Detroit — Austan Goolsbee, CEO of the Federal Reserve Bank of Chicago, said Thursday if economic conditions persist as they have, he expects continued federal fund rate decreases over the next year or so — but policy changes could make that decline slower.

"I still think my ultimate where-we're-going-to-land is a fair bit below where we are today," Goolsbee told media during the bank's Automotive Insights Symposium in Detroit. "But the speed at which we get to that, it may be a little shallower, because there are these uncertainties."

Goolsbee highlighted strong economic indicators that support the case for interest rate declines. He said it appears like the country is settling at full employment, consumer demand remains strong, and there's been improvement on inflation toward the Federal Reserve's 2% target, including sustained progress on housing inflation. But visibility into economic conditions has gotten "foggier," he said.

At the end of 2024, unemployment dropped to 4.1%. The January jobs report is expected to be shared Friday. The consumer price index rose 2.9% over the last 12 months, the U.S. Bureau of Labor Statistics said last month. Consumer sentiment in December rose for the fifth consecutive month and reached its highest value since April 2024, according to the University of Michigan's index.

But natural disasters like the wildfires in southern California last month, geopolitical tensions and other potential policies and how they affect productivity, commodity pricing and other factors could cause greater caution from central bankers, Goolsbee said. President Donald Trump this week instituted 10% tariffs on China and also paused 25% tariffs on Canada and Mexico from taking effect until March.
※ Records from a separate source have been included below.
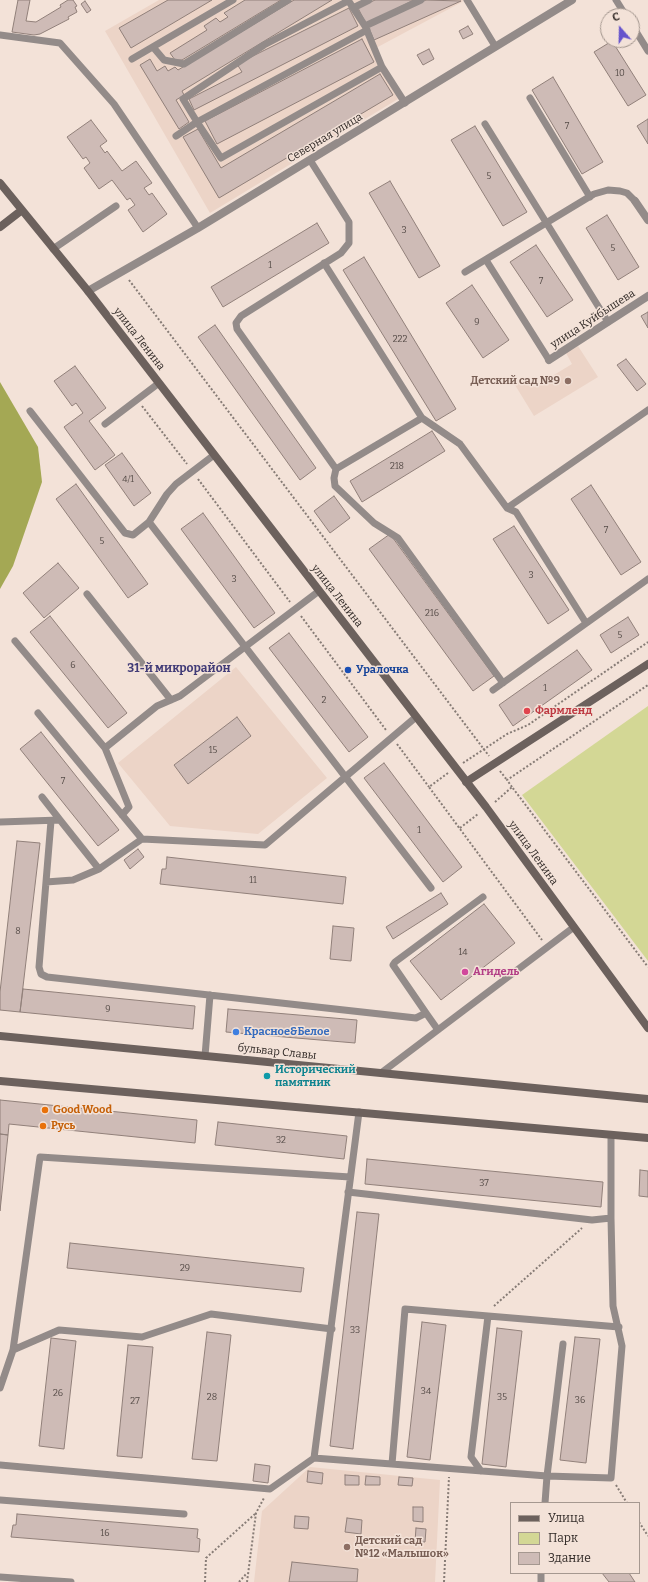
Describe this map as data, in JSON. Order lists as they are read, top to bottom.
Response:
{
  "streets": {
    "street": [
      "Северная улица",
      "улица Куйбышева",
      "улица Ленина",
      "бульвар Славы"
    ]
  },
  "crossings": [
    ["Северная улица", "улица Ленина"]
  ],
  "districts": ["31-й микрорайон"],
  "places": [
    "Детский сад №9",
    "Уралочка",
    "Фармленд",
    "Агидель",
    "Красное&Белое",
    "Исторический памятник",
    "Good Wood",
    "Русь",
    "Детский сад №12 «Малышок»"
  ],
  "house_numbers": [
    "10",
    "7",
    "5",
    "3",
    "5",
    "1",
    "7",
    "9",
    "222",
    "218",
    "4/1",
    "7",
    "5",
    "3",
    "3",
    "216",
    "5",
    "6",
    "1",
    "2",
    "15",
    "7",
    "1",
    "11",
    "8",
    "14",
    "9",
    "32",
    "37",
    "29",
    "33",
    "34",
    "26",
    "28",
    "35",
    "36",
    "27",
    "16"
  ],
  "legend": ["Улица", "Парк", "Здание"],
  "north": "top"
}
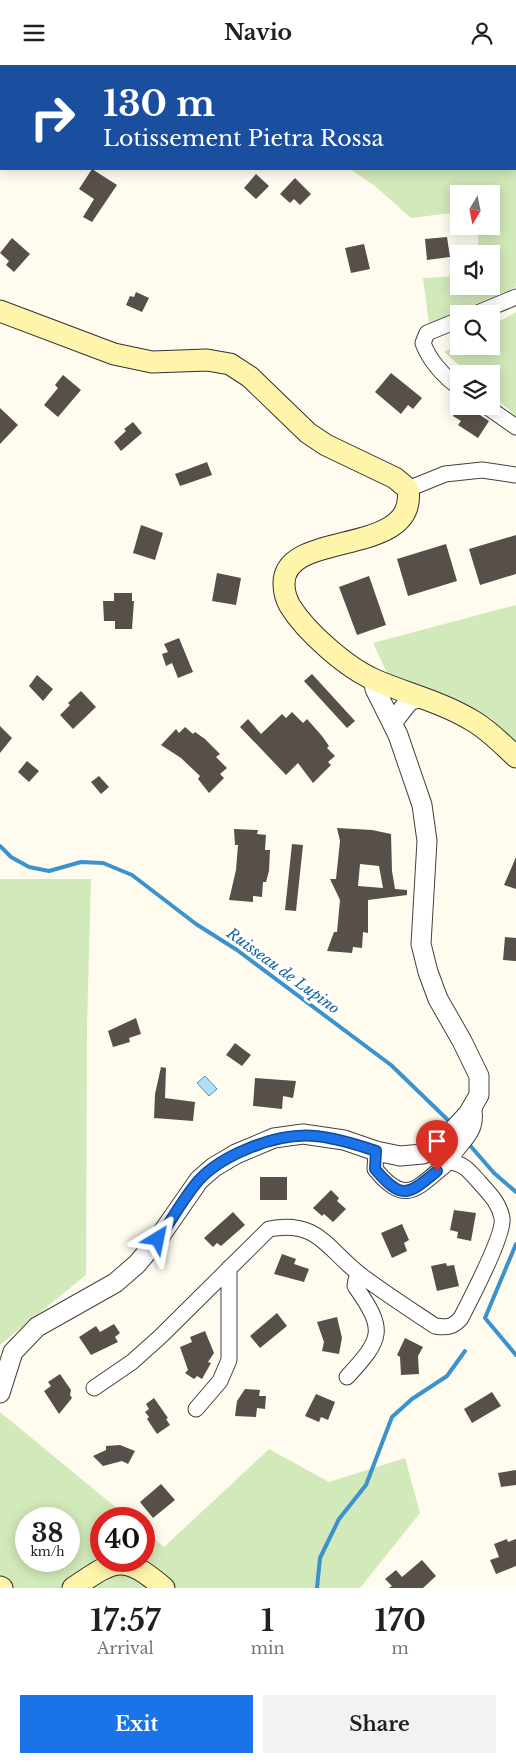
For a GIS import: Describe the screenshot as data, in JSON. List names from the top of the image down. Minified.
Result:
{"water":["Ruisseau de Lupino"],"north":"bottom","page":{"header":"Navio","turn":["130 m","Lotissement Pietra Rossa"],"speed":"38 km/h","limit":"40","eta":["17:57","Arrival","1","min","170","m"],"buttons":["Exit","Share"]}}
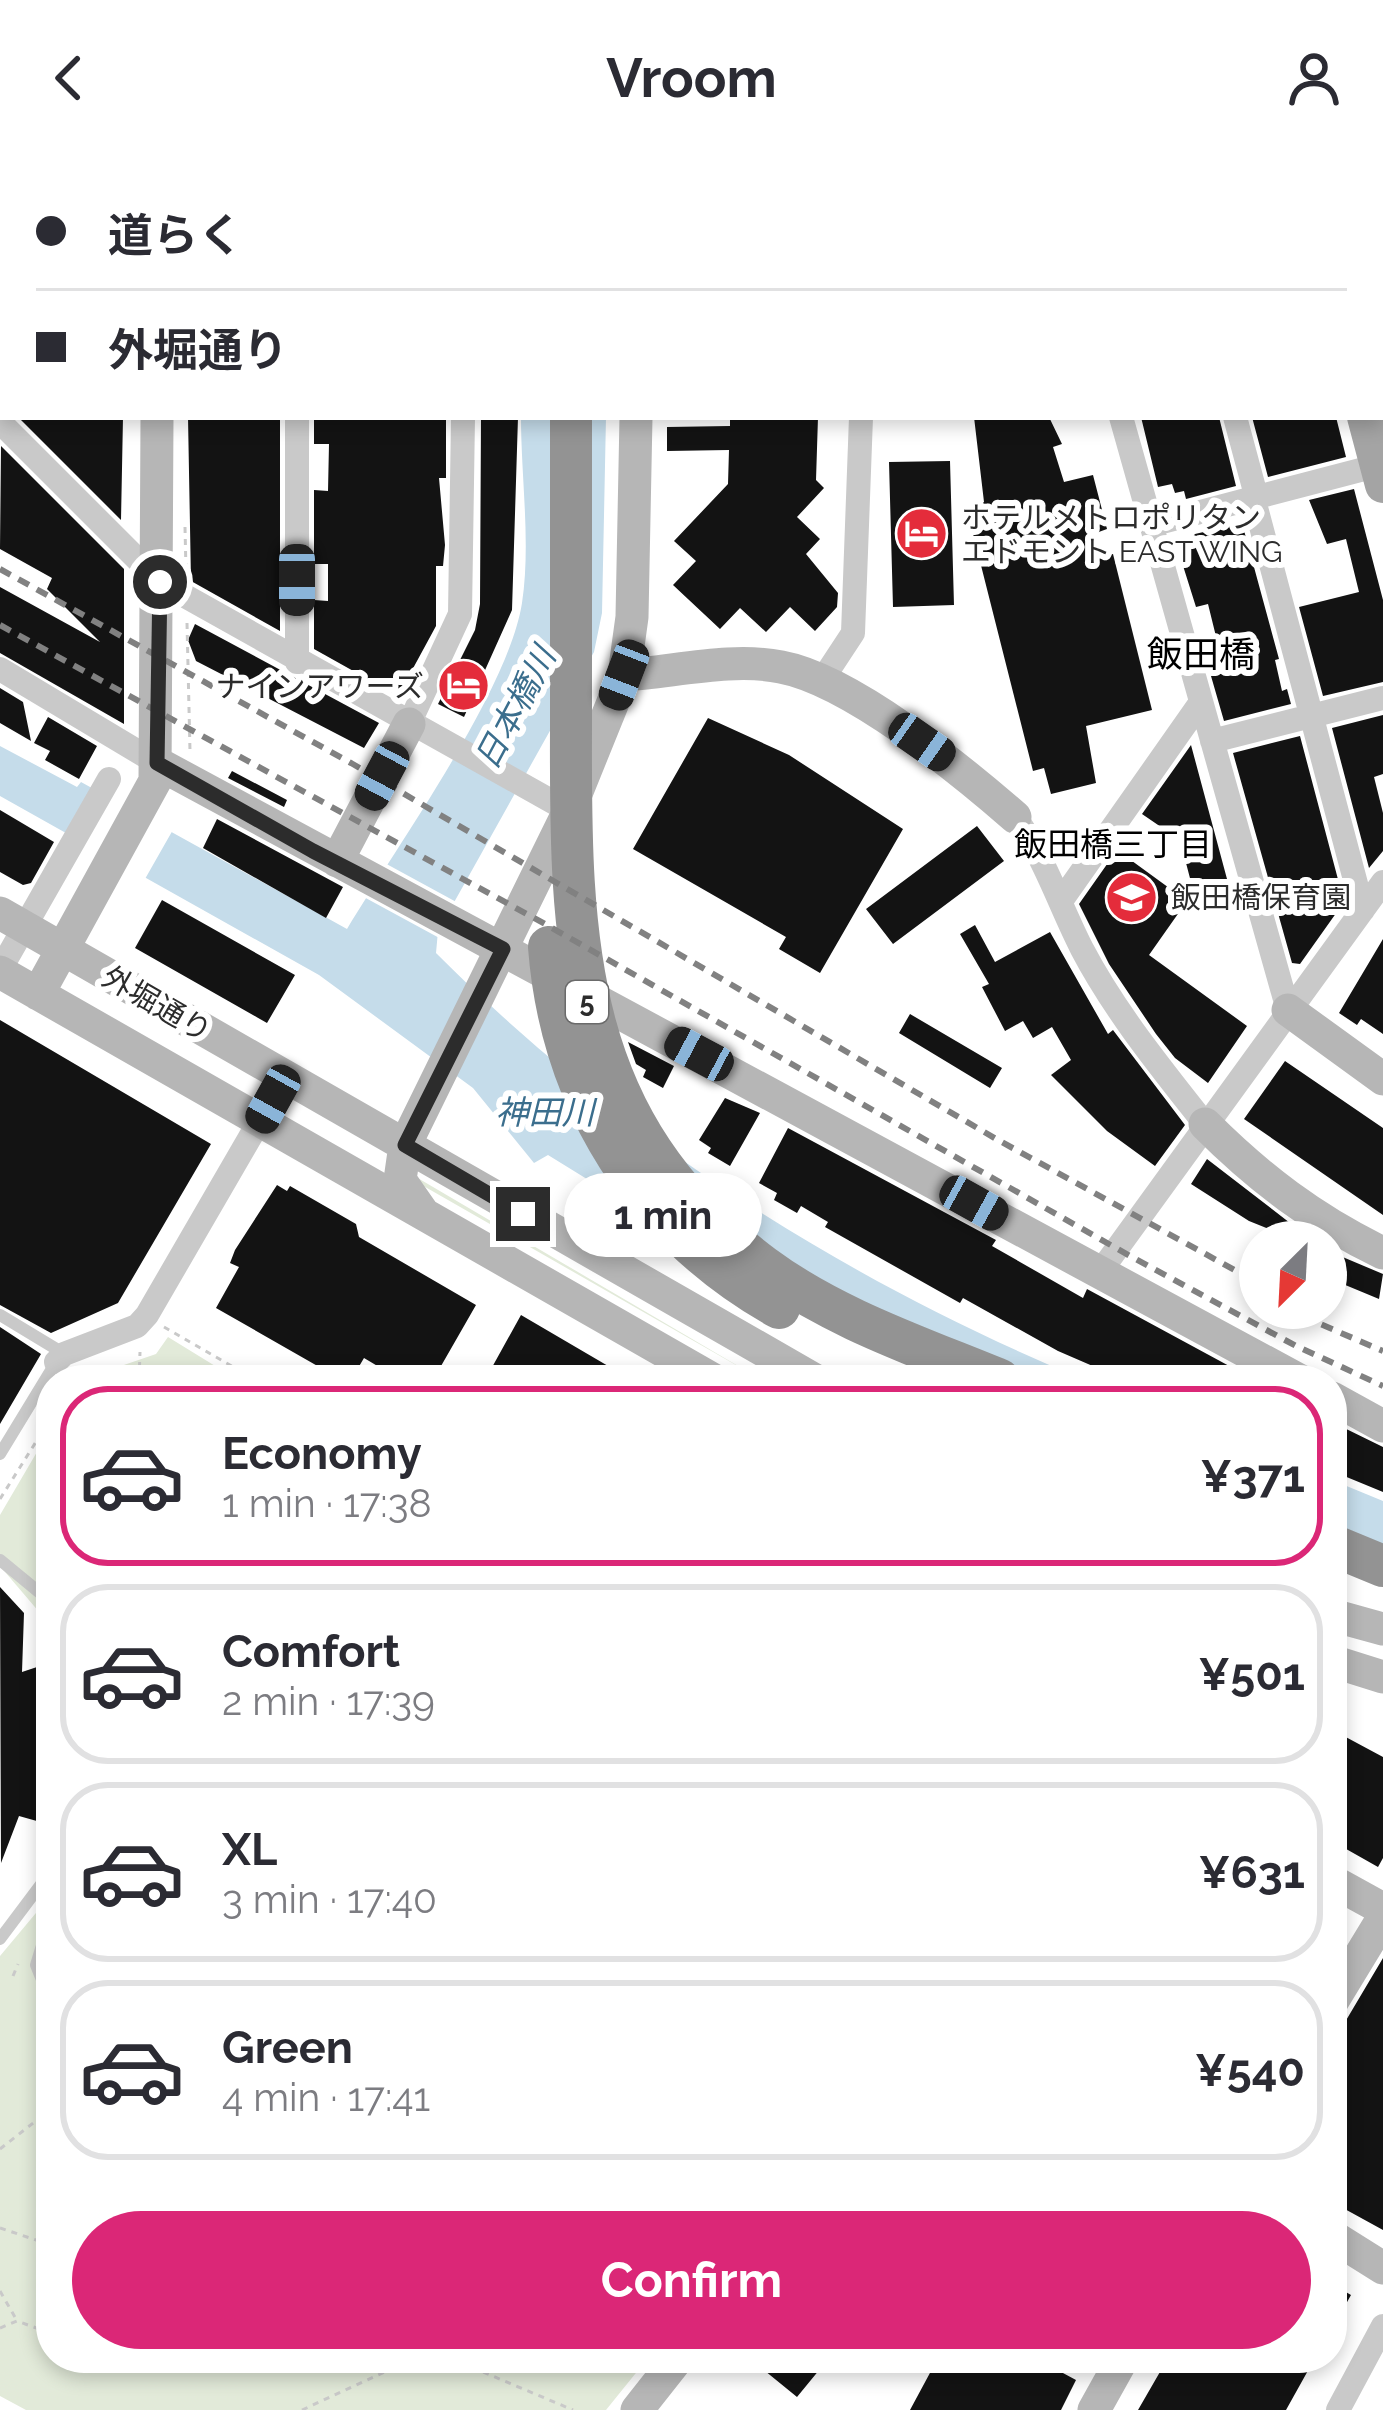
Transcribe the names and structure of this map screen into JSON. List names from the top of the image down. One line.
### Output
{"streets":{"highway":["5"],"street":["外堀通り"]},"districts":["飯田橋","飯田橋三丁目"],"water":["日本橋川","神田川"],"places":{"hotel":["ホテルメトロポリタン エドモント EAST WING","ナインアワーズ"],"school or university":["飯田橋保育園"]},"north":"bottom left","page":{"header":"Vroom","banner":["道らく","外堀通り"],"bubble":"1 min","list":[{"name":"Economy","note":"1 min · 17:38","value":"¥371"},{"name":"Comfort","note":"2 min · 17:39","value":"¥501"},{"name":"XL","note":"3 min · 17:40","value":"¥631"},{"name":"Green","note":"4 min · 17:41","value":"¥540"}],"buttons":"Confirm"}}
"To the extent that we're not going to get in an escalating trade war that has a direct impact on the supply chain," Goolsbee said on the pause, "that gives me some relief that the worst cases that I'm describing on the supply chain — it's just going to be less money. The more we go without an abrupt switch where we're trying to figure out whether inflation is coming from tariff policy versus overheating, the more able we are to just reflect on the underlying conditions."

Overheating refers to conditions in which demand exceeds supply. Tariffs could create a supply shock, but whether that is a temporary situation or more permanent circumstance is what central bankers should take into consideration, Goolsbee said.

"There's nothing you can do about the price of oil," he said as an example, "but if the price of oil going up leads to wage-price spiral or leads to change in inflation expectations, that's what the central bank should be concerned about."

In the auto sector, demand appears to remain strong and average transaction prices are approaching $50,000, said Erin Keating, executive analyst at Cox Automotive Inc. The auto retail services provider is forecasting 16.3 million U.S. new vehicle sales in 2025, up from 15.9 million last year.

"There are plenty of things that could disrupt this, but ... the data tells us that overall, incomes are rising and inflation is going in the right direction," Keating said during the symposium. "If we actually end up on the course, this year is not going to be that bad, at least for the automotive industry as of right now."

Goolsbee emphasized the role that conversations he's having with business leaders, including from automakers and suppliers, are playing in how he thinks through uncertainties like tariffs. He noted the pandemic revealed the differences in the lengths of the time it can take for the impact of such events to be felt in different industries.

"On average, the OEMs tend to be saying, 'Yeah, we'll probably pass them through.' It sort of depends on the consumer willingness to pay," Goolsbee said about potential response to tariffs. "But we've gone through this period where they've been willing to absorb price increases. They're angry about it, but they still got to buy a car."

The fear for suppliers, he added, is that automakers won't be able to offer cost relief.

"They're afraid of that squeeze, that the tariffs will immediately raise the cost of foam, the cost of steel, the cost of electronic components, whatever, and that they won't be able to sell it for any more," Goolsbee said. "I can see why they're concerned. If that is what happened, it'd be bad for their industry. It would be less bad, ultimately, for the immediate impact on consumer inflation. But it's got some complexity to it."